Task goal: Set down exactly the lines below between the line holding "M674,739L683,179" and the line holding "M1255,585L1279,587", inclusive; no other line belongs in the answer.

Collected data entries:
++++++

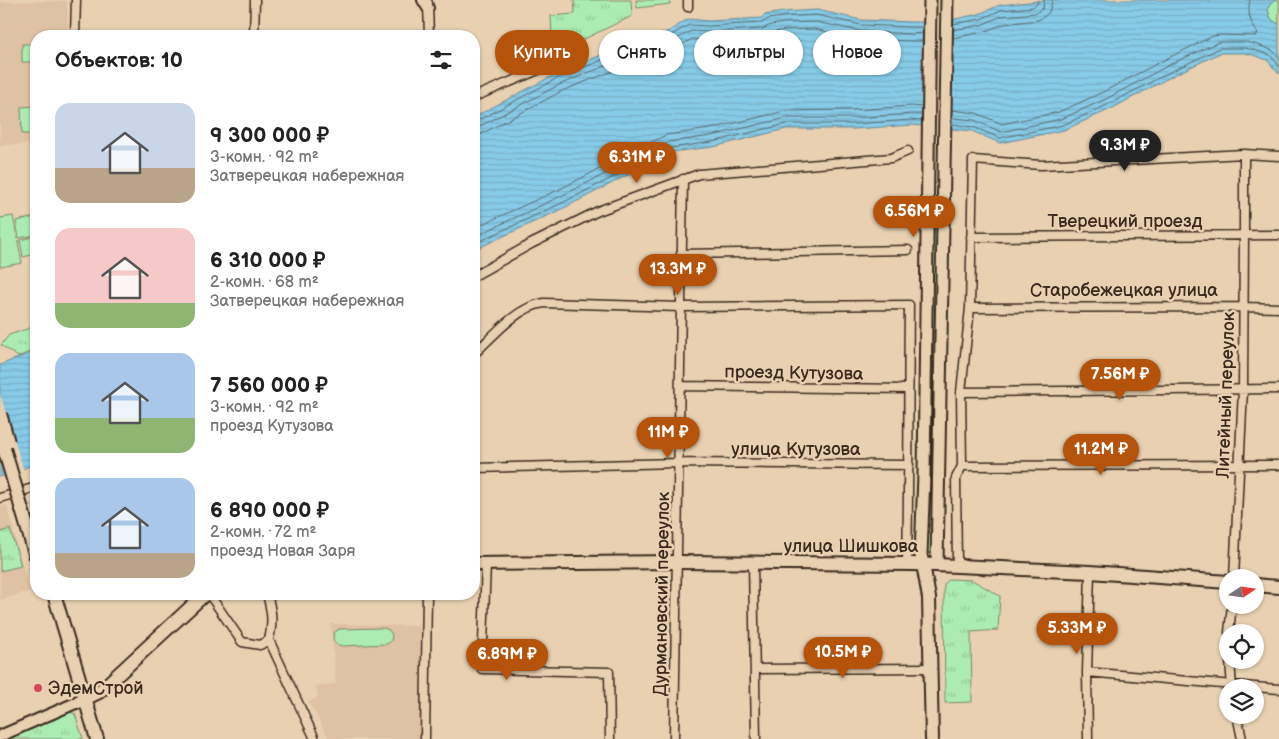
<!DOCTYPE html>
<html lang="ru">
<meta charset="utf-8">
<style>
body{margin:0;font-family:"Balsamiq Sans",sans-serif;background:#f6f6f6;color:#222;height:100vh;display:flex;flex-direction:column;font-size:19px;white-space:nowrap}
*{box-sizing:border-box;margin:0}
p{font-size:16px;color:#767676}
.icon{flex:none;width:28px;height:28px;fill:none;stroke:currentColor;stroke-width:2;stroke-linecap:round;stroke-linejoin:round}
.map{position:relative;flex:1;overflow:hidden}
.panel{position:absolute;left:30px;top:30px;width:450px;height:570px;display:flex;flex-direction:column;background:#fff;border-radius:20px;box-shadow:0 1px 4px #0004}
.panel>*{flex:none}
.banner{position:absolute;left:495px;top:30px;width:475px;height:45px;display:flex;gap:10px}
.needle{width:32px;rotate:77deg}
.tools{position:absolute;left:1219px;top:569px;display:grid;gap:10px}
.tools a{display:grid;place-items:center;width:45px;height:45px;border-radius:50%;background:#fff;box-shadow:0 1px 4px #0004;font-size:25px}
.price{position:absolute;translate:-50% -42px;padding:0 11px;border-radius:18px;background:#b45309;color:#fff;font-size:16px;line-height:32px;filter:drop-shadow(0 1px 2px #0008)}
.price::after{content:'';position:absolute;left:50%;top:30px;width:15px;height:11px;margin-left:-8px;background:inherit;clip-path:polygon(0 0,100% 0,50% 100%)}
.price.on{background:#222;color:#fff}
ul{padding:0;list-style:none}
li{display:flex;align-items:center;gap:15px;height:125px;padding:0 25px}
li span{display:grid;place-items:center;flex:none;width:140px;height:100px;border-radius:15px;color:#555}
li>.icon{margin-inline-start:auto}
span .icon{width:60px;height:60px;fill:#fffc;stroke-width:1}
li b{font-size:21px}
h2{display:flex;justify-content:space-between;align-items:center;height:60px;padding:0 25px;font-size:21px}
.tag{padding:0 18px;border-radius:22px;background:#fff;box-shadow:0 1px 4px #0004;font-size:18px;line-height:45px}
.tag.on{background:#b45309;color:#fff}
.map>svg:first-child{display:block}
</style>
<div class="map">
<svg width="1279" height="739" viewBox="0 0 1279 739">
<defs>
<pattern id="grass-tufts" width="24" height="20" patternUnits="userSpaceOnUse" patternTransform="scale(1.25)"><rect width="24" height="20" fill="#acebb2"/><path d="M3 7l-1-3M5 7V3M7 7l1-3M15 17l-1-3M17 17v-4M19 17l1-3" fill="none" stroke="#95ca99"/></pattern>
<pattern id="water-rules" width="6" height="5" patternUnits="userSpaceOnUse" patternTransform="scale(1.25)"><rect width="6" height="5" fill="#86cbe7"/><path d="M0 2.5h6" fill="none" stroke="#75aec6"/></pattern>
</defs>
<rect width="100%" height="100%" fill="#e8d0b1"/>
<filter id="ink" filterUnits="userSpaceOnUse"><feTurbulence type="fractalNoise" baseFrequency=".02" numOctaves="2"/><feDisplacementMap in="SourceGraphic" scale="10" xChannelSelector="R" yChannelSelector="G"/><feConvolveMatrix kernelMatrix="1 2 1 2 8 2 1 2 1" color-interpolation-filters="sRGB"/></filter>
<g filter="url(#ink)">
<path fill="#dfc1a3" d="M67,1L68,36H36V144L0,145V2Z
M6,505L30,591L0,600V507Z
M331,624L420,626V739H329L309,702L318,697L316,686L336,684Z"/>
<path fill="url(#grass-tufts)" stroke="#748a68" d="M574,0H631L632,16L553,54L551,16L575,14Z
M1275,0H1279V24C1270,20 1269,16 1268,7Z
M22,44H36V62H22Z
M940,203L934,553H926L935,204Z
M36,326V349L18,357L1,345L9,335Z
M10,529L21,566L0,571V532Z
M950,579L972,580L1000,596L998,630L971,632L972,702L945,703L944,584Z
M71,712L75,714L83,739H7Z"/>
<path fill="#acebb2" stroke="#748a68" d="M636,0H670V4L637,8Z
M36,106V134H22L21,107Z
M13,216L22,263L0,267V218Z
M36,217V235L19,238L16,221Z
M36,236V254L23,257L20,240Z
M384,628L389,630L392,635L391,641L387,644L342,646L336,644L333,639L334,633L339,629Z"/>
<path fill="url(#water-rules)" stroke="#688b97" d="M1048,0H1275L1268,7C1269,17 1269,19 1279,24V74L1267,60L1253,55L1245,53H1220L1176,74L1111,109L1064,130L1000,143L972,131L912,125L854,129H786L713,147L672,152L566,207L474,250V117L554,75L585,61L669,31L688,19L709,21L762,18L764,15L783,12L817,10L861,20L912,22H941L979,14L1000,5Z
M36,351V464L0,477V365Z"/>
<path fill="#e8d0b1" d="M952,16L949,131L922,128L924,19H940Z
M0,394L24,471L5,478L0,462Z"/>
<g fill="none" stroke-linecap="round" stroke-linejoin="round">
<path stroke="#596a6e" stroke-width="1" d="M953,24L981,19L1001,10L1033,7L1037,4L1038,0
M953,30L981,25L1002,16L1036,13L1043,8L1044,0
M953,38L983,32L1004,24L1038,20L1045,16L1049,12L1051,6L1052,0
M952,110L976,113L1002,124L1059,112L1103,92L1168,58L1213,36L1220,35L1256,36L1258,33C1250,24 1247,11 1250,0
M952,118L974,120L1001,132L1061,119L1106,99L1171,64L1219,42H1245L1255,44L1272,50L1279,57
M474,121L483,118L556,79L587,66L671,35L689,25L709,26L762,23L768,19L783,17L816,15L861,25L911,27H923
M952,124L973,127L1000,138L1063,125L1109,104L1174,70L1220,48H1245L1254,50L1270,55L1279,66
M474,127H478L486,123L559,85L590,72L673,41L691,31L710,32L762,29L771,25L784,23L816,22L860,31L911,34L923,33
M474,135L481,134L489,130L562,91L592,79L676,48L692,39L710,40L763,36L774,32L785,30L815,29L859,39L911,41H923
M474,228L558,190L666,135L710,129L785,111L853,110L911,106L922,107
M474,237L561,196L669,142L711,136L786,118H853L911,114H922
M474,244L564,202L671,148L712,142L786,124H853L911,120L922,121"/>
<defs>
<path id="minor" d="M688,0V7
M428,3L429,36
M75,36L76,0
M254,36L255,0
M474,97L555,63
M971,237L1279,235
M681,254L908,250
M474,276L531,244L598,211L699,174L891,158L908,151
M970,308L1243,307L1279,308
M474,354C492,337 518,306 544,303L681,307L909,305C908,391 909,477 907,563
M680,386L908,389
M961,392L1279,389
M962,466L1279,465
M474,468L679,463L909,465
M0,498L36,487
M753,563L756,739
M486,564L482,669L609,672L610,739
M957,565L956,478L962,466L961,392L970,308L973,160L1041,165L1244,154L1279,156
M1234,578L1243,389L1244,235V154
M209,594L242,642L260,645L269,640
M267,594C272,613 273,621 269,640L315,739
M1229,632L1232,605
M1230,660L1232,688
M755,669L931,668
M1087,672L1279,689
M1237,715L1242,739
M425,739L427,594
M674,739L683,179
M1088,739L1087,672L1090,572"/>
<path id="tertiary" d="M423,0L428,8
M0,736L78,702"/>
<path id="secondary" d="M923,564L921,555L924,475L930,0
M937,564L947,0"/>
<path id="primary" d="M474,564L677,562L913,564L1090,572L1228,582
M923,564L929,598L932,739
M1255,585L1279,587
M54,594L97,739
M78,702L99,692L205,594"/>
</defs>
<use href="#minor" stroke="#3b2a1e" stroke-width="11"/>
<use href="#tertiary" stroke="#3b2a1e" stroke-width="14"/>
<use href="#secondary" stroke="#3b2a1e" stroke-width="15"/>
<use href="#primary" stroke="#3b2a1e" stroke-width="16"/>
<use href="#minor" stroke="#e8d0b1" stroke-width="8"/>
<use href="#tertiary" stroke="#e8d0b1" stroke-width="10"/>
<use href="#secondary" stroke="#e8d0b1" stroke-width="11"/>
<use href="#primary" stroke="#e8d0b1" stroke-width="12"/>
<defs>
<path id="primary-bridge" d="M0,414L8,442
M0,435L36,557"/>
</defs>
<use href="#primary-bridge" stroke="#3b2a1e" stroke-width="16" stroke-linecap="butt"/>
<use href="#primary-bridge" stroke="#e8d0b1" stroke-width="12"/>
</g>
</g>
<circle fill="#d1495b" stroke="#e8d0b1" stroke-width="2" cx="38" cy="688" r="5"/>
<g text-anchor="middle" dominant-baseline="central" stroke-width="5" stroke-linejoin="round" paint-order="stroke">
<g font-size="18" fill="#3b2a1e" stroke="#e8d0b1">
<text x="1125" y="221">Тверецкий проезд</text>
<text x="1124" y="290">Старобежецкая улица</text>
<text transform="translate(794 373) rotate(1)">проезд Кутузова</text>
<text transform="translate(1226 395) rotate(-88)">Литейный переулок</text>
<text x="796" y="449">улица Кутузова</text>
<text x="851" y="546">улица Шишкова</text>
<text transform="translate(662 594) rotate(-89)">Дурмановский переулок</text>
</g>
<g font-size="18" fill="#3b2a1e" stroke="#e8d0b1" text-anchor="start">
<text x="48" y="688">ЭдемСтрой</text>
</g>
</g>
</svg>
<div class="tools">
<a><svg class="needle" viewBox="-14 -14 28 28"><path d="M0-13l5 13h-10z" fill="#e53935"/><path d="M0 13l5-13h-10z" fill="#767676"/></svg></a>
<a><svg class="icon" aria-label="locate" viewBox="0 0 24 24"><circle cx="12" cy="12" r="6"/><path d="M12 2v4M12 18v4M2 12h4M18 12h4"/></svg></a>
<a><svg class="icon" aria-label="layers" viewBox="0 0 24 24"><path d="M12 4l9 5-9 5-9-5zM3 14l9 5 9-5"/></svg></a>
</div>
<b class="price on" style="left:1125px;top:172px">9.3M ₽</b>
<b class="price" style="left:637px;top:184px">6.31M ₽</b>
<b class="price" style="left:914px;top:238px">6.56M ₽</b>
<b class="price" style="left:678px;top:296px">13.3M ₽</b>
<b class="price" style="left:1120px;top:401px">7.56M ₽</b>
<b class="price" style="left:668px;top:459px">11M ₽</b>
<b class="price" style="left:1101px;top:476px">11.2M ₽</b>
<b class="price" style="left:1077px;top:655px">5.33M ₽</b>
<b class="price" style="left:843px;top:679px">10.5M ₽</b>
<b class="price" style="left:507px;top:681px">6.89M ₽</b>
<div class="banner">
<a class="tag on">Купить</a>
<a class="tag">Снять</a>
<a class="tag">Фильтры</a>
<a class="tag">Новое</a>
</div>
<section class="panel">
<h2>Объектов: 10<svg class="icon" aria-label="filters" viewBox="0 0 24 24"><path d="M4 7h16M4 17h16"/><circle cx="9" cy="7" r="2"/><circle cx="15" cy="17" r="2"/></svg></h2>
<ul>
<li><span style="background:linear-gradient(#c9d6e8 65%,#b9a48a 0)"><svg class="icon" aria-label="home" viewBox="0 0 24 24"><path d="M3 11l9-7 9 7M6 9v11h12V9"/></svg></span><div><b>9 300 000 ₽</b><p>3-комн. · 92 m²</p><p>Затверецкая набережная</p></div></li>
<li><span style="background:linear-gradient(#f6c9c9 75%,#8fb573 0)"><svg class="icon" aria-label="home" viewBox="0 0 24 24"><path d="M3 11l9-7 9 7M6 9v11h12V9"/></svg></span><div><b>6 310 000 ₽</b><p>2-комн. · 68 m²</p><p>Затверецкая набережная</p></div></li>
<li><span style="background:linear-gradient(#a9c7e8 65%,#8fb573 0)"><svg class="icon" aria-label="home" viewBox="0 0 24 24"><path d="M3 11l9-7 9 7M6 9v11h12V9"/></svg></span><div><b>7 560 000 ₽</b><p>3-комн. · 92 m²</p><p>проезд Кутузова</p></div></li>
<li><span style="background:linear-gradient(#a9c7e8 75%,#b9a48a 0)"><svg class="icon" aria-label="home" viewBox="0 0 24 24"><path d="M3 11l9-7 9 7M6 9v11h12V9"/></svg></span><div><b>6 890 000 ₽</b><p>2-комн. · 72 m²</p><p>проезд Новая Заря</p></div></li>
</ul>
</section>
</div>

++++++

Solution:
M674,739L683,179
M1088,739L1087,672L1090,572"/>
<path id="tertiary" d="M423,0L428,8
M0,736L78,702"/>
<path id="secondary" d="M923,564L921,555L924,475L930,0
M937,564L947,0"/>
<path id="primary" d="M474,564L677,562L913,564L1090,572L1228,582
M923,564L929,598L932,739
M1255,585L1279,587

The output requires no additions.